• The true face of competitive bidding

    From: The Hill’s Congress Blog

    By Dr. Gary Puckrein

    On July 1, the new Medicare competitive bidding program for durable medical  products will go into effect nationwide, unless a new move by Congress to delay  implementation is passed this week. While the program was created to reduce  health care costs, that vision appears to be short-sighted. The policy may  actually increase costs longer term by providing our senior citizens with  low-quality products, placing more lives at risk of serious health events.

    Under the Durable Medical Equipment Prosthetics, Orthotics, and Supplies  (DMEPOS) program, medical product manufacturers submit bids to supply products  to Medicare beneficiaries. Lower costs win the war. There is a fatal flaw with  this approach – it assumes all products are created equal. A case  in point is diabetes. People with diabetes rely on self-monitoring of blood  glucose systems (SMBG) to manage their disease and dose their insulin. At a  meeting convened in May by the Diabetes Technology Society, a panel of experts,  including representatives from the U.S. Food and Drug Administration (FDA),  determined that as many as 25 percent of SMBG systems provided by mail order to  Medicare recipients fail to give patients accurate blood glucose readings.  Inaccurate readings can cause a person to take too much insulin, resulting in  severe hypoglycemia, hospitalization and even death. Hospitalizations are of  course, the primary driver of healthcare costs in diabetes.
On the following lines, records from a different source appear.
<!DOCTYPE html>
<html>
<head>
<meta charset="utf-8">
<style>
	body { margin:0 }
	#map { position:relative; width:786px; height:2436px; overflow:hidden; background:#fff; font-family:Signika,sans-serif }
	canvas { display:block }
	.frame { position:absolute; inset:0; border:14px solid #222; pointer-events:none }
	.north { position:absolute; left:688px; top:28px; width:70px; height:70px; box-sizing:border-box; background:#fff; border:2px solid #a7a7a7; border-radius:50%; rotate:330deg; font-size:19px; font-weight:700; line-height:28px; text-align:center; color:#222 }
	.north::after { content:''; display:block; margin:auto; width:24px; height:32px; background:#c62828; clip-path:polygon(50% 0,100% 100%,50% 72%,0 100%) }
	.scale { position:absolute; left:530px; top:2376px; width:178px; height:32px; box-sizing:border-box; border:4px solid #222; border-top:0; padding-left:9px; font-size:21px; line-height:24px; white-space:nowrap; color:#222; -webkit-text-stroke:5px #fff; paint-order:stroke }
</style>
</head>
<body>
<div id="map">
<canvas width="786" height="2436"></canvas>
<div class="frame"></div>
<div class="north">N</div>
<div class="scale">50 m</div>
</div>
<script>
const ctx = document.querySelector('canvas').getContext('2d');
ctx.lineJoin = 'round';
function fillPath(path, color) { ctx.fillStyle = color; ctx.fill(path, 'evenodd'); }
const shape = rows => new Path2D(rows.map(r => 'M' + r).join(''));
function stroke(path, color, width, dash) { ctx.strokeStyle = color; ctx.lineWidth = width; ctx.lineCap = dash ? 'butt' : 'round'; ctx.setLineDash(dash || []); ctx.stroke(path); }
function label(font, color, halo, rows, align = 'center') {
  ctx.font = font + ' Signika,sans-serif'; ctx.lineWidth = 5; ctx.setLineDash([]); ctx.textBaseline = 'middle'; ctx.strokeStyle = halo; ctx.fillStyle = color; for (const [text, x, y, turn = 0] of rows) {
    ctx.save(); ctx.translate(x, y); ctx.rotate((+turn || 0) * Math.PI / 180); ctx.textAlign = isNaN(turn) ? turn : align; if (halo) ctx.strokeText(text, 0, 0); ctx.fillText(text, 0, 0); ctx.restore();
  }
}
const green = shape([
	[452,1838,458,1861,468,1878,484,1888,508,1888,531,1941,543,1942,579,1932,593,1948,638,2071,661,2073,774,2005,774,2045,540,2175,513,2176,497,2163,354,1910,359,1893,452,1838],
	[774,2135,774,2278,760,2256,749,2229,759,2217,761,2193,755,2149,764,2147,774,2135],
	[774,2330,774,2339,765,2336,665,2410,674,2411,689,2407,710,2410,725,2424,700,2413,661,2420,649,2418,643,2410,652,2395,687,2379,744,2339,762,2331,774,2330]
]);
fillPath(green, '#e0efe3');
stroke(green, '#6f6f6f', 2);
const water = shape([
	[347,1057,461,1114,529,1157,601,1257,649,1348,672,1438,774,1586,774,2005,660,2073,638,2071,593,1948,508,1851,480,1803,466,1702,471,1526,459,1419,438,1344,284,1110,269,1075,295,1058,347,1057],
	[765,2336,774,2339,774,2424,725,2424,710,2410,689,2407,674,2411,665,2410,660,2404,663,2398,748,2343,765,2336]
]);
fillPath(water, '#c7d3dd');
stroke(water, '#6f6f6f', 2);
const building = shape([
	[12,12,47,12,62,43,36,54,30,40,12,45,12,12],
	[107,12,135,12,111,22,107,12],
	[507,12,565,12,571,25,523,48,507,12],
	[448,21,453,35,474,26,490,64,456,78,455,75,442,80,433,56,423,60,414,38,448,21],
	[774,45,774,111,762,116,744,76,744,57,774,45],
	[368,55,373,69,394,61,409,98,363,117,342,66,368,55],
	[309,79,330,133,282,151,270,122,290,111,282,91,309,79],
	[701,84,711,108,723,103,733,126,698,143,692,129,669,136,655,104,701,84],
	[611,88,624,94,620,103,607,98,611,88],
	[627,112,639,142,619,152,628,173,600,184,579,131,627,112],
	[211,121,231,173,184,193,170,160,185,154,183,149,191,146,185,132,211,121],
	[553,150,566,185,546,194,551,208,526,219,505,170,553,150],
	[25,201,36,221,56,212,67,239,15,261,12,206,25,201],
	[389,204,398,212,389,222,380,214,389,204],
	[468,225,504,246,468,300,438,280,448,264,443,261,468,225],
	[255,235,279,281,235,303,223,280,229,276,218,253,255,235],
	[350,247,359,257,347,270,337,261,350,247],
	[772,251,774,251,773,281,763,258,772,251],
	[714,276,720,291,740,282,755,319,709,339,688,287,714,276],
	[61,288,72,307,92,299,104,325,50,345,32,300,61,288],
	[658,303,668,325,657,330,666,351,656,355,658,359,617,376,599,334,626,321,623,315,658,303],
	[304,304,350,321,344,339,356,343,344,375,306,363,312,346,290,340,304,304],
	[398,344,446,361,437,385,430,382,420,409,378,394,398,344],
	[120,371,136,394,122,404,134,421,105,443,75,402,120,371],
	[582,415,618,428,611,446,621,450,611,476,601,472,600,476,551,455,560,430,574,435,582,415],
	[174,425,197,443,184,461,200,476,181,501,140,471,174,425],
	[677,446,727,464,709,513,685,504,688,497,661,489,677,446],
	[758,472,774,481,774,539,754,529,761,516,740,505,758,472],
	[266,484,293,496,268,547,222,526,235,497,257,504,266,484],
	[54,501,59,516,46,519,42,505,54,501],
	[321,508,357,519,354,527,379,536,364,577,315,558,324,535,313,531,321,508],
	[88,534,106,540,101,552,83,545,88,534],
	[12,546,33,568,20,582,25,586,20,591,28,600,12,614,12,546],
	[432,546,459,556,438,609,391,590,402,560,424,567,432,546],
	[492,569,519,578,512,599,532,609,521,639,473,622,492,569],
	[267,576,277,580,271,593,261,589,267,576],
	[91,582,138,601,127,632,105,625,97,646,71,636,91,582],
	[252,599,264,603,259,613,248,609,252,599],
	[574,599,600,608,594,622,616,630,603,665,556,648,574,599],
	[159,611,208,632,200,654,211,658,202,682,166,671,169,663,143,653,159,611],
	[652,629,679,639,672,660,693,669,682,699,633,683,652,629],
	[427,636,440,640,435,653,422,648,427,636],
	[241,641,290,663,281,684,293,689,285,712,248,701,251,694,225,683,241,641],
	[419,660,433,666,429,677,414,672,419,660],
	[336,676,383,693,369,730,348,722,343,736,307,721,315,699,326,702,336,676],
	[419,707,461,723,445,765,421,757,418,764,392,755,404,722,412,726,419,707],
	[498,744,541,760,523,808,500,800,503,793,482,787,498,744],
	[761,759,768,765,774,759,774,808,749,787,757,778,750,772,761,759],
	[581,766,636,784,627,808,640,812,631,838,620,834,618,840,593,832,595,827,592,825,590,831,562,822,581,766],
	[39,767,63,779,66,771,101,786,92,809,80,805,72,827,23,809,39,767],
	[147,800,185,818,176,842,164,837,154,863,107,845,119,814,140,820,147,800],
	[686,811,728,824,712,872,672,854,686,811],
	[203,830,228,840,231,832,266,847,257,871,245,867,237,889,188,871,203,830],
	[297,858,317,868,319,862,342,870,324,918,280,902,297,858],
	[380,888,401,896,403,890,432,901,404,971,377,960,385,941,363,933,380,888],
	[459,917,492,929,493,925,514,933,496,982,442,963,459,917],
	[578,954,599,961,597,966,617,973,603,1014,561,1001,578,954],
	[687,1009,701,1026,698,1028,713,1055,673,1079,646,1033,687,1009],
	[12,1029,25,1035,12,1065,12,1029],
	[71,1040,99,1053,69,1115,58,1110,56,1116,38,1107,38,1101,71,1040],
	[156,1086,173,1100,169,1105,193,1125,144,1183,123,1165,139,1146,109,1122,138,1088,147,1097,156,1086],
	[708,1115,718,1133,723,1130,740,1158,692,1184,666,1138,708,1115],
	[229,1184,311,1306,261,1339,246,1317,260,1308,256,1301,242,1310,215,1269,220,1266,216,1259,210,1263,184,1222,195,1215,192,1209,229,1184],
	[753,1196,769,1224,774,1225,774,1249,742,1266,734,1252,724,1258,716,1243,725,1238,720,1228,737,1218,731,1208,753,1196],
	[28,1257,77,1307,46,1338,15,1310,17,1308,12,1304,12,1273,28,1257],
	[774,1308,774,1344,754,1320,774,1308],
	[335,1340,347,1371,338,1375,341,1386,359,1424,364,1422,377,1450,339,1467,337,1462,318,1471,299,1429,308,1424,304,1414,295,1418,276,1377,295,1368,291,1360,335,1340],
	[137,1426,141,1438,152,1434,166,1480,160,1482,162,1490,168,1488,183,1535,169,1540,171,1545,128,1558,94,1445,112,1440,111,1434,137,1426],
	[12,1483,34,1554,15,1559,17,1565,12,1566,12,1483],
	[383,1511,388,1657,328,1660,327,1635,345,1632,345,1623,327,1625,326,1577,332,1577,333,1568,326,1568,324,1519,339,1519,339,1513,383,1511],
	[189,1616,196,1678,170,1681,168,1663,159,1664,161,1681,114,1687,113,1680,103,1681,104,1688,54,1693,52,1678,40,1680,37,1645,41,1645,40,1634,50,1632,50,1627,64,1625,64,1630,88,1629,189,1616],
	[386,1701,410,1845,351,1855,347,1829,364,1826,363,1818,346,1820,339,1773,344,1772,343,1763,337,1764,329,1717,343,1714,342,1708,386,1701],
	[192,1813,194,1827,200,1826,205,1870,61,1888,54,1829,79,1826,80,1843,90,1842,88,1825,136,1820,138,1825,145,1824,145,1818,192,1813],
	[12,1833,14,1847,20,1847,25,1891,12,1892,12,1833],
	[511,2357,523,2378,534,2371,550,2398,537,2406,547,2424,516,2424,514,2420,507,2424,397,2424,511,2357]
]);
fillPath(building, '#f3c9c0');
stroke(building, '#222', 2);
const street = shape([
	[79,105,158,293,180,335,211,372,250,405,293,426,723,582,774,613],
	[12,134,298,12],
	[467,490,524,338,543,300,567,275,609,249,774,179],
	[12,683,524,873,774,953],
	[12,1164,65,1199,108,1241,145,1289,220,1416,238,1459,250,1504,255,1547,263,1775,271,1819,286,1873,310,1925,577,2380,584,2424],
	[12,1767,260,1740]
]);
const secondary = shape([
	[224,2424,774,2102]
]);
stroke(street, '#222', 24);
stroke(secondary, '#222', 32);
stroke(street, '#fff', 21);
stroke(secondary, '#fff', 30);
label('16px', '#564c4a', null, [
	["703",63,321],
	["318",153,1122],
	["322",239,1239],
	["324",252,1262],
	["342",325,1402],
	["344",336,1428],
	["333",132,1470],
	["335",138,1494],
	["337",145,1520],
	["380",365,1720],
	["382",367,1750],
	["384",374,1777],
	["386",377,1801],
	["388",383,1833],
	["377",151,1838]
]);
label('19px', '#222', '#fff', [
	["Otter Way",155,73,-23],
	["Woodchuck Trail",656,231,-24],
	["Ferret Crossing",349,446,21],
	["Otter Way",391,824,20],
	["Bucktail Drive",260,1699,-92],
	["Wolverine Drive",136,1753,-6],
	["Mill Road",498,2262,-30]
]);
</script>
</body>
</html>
With competitive  bidding, we effectively limit seniors’ access to quality glucose monitors and  open the floodgates to increased hospitalization.

    The National Minority Quality Forum has long advocated for lower health care  costs for Medicare beneficiaries but not at the expense of quality health care.  Beyond the immediate health implications for our senior citizens, we’re creating  policies that stifle innovation and medical advances and threaten to keep us in  the dark ages. Our President has mandated that physicians adopt electronic  medical records for example. Medical products and devices now in development  will integrate with those systems to provide physicians with real time readings  and cloud-based storage of health data. But under a policy like competitive  bidding, we’re saying that low cost trumps innovation. The net effect will only  widen health care disparities for our most underserved  populations. These are only a couple of the problems with the new  Medicare program. We are just days away from full implementation and it appears  that Congress is finally sitting up and taking notice. In mid-June, 228 members  of the House of Representatives issued a letter to Centers for Medicare &  Medicaid Services (CMS) requesting an administrative delay of the program. In  the past week alone, lawmakers have introduced legislation that would require a  delay in the implementation of competitive bidding and the Association for  Homecare has filed a lawsuit against the Department of Health and Human Services  with the goal of halting implementation. CMS denied the first request to delay  the program, so the pressure still builds. There is still time for  CMS to do the right thing and delay the implementation of competitive bidding.  The question is, will they?

    Puckrein is the president and CEO of the National Minority Quality Forum  and a founding partner of the Diabetes Care Project.